Data to examine =
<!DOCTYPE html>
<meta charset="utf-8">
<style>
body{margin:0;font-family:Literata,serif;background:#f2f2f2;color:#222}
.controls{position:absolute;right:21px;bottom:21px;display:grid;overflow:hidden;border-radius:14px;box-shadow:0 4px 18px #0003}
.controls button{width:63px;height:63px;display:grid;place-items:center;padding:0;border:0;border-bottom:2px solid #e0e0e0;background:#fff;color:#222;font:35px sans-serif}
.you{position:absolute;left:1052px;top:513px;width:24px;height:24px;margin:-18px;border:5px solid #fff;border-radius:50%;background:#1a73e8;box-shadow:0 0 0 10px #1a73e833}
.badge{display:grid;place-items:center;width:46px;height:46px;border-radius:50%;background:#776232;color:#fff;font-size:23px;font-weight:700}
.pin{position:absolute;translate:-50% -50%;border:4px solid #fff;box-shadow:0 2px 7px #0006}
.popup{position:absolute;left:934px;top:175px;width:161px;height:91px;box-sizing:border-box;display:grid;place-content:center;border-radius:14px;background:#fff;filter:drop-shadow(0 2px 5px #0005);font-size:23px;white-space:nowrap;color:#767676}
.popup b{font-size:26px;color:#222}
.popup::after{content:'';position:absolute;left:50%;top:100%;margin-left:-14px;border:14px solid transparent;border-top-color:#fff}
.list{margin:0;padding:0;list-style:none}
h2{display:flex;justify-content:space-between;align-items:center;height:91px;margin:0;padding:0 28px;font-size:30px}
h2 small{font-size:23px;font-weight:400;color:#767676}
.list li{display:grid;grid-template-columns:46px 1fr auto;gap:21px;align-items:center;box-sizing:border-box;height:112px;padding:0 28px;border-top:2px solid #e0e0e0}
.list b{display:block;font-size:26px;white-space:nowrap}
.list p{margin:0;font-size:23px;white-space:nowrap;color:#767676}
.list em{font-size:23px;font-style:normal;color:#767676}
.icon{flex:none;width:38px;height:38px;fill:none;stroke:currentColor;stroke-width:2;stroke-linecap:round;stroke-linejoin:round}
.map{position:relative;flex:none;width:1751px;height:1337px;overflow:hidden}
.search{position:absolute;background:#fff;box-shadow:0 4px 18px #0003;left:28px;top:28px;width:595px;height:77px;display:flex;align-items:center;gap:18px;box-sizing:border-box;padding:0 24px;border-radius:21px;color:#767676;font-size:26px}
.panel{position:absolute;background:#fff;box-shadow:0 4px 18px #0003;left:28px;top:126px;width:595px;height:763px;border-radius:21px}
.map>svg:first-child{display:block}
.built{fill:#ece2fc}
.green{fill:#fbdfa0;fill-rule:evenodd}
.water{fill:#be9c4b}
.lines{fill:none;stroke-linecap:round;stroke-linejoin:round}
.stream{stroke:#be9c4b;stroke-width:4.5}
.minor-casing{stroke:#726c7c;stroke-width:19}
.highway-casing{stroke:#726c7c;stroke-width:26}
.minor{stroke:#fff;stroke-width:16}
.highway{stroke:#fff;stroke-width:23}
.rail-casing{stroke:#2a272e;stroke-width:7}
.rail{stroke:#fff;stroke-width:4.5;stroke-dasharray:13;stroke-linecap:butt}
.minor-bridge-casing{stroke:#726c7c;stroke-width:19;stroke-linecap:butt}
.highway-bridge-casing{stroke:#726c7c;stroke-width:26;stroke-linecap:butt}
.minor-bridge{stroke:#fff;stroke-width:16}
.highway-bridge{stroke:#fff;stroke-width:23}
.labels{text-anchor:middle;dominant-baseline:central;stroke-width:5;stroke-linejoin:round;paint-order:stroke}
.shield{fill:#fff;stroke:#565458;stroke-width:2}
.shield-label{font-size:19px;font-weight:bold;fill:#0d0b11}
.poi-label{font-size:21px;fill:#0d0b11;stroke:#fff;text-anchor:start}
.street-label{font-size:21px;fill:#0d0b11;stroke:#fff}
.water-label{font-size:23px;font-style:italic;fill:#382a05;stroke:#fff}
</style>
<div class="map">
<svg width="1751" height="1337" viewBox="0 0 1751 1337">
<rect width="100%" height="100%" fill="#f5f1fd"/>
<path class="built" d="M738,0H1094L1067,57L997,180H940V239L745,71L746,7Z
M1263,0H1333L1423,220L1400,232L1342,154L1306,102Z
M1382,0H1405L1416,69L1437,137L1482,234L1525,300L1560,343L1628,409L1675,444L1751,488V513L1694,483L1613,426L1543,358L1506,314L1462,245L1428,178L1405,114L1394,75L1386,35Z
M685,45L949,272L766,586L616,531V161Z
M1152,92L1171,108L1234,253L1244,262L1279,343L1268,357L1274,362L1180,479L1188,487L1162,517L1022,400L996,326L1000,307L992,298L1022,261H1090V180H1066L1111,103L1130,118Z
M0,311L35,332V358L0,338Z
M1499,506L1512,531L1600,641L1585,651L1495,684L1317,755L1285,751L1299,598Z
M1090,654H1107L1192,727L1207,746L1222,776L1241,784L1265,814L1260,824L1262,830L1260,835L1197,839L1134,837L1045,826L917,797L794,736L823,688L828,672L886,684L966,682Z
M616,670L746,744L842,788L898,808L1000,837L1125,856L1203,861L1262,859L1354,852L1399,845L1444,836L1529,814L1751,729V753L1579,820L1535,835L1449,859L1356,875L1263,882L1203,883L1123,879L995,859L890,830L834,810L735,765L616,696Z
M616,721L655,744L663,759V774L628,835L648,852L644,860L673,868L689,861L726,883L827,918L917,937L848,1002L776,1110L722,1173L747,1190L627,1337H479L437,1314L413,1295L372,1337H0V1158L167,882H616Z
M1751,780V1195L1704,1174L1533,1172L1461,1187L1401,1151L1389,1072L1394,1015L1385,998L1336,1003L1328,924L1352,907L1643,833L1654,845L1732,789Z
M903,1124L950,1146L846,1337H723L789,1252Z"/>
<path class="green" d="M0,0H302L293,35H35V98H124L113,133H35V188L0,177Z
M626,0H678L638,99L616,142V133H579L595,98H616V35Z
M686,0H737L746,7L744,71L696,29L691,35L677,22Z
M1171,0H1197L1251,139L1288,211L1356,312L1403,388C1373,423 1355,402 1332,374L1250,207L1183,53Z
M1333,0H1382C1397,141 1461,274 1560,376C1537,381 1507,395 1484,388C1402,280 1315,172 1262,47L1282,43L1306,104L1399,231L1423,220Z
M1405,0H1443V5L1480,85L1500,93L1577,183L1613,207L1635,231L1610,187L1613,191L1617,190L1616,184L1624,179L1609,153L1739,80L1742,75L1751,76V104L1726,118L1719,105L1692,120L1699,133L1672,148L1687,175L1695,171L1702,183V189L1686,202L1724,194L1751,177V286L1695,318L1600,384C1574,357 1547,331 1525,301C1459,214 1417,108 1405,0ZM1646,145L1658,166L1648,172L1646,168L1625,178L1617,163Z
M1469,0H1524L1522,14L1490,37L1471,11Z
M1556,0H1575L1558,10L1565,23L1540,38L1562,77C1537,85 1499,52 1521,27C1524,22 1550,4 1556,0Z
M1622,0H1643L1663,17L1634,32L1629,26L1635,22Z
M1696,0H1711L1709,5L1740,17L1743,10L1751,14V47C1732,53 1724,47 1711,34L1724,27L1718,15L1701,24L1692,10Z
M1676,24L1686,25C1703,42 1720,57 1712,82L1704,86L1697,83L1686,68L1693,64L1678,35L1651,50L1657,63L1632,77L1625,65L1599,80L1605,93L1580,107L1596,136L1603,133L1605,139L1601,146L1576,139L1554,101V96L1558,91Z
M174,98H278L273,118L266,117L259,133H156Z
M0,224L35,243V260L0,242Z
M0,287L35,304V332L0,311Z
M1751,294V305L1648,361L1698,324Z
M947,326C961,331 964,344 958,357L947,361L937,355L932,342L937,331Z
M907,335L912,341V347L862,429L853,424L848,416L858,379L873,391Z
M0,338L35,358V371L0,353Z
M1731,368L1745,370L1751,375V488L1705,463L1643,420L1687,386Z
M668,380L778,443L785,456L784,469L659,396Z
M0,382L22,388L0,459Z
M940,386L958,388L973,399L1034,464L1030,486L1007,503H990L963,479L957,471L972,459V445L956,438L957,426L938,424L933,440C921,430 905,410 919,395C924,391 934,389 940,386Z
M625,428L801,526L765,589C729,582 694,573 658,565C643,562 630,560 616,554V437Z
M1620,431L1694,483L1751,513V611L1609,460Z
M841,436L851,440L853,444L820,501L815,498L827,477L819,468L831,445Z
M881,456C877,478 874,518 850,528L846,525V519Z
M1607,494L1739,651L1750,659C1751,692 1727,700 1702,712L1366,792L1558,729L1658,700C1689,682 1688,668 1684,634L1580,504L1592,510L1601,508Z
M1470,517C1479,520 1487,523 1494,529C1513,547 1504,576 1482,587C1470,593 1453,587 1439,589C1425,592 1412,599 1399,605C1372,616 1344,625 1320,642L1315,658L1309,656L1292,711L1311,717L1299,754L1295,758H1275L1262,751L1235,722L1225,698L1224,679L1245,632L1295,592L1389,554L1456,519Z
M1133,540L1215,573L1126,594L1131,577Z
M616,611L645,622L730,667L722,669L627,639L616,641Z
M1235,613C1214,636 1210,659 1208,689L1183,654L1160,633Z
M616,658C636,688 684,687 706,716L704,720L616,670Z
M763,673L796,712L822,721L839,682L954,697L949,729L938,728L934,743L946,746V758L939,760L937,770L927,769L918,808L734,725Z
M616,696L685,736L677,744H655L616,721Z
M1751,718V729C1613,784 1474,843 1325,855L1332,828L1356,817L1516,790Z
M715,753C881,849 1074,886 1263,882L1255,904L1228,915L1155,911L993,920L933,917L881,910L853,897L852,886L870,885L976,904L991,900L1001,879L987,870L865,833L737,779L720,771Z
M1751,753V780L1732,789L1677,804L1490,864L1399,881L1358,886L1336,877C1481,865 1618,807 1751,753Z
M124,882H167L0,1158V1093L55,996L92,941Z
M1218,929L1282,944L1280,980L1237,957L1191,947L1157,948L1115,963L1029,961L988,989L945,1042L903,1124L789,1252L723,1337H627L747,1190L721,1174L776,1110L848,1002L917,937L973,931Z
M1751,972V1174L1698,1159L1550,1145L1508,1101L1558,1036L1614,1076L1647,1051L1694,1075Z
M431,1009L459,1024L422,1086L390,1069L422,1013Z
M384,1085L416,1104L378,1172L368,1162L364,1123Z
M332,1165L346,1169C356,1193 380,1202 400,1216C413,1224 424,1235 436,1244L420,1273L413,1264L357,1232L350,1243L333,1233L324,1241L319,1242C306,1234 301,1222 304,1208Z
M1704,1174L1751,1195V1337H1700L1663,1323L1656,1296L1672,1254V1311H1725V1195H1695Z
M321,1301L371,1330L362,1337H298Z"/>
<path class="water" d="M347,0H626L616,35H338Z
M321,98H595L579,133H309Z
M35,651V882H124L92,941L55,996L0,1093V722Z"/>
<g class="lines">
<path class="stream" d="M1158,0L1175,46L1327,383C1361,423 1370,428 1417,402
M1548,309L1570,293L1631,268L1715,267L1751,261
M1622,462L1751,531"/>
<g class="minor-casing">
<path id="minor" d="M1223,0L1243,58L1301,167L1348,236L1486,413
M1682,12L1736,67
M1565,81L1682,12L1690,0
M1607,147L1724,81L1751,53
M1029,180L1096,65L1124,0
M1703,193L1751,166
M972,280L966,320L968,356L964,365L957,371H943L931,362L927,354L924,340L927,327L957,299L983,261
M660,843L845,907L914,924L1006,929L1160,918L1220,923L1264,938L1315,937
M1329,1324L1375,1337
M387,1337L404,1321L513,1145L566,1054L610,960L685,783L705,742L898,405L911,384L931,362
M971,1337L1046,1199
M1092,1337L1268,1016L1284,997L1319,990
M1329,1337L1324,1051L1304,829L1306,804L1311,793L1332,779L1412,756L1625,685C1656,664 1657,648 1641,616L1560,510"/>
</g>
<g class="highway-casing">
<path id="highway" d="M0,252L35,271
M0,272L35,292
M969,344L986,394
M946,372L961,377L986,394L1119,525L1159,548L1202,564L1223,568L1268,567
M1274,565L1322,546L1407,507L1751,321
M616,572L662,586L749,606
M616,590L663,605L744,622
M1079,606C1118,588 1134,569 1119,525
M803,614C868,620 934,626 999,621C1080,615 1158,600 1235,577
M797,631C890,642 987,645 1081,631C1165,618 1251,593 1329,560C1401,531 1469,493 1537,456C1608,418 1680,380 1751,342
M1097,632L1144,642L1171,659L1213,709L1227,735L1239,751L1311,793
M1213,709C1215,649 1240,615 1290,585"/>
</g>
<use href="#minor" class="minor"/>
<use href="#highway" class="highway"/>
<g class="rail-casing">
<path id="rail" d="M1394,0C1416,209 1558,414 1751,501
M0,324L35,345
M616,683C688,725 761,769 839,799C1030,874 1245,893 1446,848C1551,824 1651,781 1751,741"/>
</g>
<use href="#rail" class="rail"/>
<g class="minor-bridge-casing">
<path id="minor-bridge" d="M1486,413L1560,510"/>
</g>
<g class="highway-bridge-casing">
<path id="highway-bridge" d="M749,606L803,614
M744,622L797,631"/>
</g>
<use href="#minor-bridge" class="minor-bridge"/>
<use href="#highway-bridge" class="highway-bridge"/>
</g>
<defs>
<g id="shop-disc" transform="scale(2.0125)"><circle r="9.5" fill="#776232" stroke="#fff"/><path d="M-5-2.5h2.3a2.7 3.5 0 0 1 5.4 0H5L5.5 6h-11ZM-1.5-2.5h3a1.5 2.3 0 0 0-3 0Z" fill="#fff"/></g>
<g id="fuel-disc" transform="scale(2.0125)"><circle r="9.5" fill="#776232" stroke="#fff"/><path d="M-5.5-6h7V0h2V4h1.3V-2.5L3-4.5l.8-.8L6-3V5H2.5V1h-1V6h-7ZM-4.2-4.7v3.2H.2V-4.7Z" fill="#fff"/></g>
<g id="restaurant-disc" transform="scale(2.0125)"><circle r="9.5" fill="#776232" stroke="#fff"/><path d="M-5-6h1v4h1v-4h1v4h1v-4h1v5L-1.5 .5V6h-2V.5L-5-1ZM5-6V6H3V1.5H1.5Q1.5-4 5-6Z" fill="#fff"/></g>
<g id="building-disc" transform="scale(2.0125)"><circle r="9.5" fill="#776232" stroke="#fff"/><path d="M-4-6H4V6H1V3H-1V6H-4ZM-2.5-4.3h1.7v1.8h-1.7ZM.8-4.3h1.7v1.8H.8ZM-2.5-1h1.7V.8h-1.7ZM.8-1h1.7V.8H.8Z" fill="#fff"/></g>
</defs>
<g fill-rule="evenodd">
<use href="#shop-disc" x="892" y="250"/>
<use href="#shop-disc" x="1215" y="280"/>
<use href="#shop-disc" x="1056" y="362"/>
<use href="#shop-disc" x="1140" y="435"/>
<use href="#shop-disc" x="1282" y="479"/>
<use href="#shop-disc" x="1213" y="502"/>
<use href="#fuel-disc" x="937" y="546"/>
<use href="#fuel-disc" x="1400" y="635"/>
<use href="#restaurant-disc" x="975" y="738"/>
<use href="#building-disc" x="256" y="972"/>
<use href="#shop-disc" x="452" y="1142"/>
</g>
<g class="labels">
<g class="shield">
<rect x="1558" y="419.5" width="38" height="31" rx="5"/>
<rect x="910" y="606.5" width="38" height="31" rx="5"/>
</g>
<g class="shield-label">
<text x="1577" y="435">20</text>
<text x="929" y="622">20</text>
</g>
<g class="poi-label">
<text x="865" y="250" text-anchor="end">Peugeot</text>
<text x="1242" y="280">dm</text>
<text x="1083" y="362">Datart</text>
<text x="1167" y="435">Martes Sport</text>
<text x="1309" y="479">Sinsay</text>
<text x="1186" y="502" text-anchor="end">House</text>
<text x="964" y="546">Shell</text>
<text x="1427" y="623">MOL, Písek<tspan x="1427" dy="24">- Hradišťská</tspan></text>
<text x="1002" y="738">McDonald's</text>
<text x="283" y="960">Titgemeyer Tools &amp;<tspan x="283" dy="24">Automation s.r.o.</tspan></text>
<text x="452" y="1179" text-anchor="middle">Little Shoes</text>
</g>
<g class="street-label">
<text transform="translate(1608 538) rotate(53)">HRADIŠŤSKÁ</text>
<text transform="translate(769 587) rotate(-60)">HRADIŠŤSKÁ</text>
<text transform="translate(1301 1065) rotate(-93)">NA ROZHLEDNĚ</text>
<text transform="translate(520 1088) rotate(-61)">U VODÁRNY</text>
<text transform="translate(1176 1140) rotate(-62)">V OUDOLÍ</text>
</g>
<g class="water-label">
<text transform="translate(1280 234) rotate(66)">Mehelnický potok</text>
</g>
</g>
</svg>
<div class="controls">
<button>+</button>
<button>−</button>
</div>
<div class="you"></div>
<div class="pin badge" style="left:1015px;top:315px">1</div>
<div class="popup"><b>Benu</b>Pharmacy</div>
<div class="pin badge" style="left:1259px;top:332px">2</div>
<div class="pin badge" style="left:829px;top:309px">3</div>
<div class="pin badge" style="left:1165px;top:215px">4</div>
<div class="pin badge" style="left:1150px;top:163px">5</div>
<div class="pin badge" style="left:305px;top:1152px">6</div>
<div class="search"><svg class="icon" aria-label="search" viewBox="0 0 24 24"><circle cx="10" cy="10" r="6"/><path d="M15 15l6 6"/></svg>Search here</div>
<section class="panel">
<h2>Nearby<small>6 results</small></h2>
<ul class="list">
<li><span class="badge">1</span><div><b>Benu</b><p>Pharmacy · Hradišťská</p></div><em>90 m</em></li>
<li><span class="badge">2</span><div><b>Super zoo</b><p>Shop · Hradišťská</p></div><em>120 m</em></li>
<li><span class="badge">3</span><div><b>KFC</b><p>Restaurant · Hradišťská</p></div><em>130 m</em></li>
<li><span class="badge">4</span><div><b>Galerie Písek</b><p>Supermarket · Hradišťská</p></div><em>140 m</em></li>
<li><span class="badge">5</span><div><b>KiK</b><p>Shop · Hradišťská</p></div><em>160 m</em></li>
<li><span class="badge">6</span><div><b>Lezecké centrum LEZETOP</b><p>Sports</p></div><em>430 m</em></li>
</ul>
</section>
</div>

Instructions to follow = Each line of the records that holds the word "evenodd" should be copied out.

Answer =
.green{fill:#fbdfa0;fill-rule:evenodd}
<g fill-rule="evenodd">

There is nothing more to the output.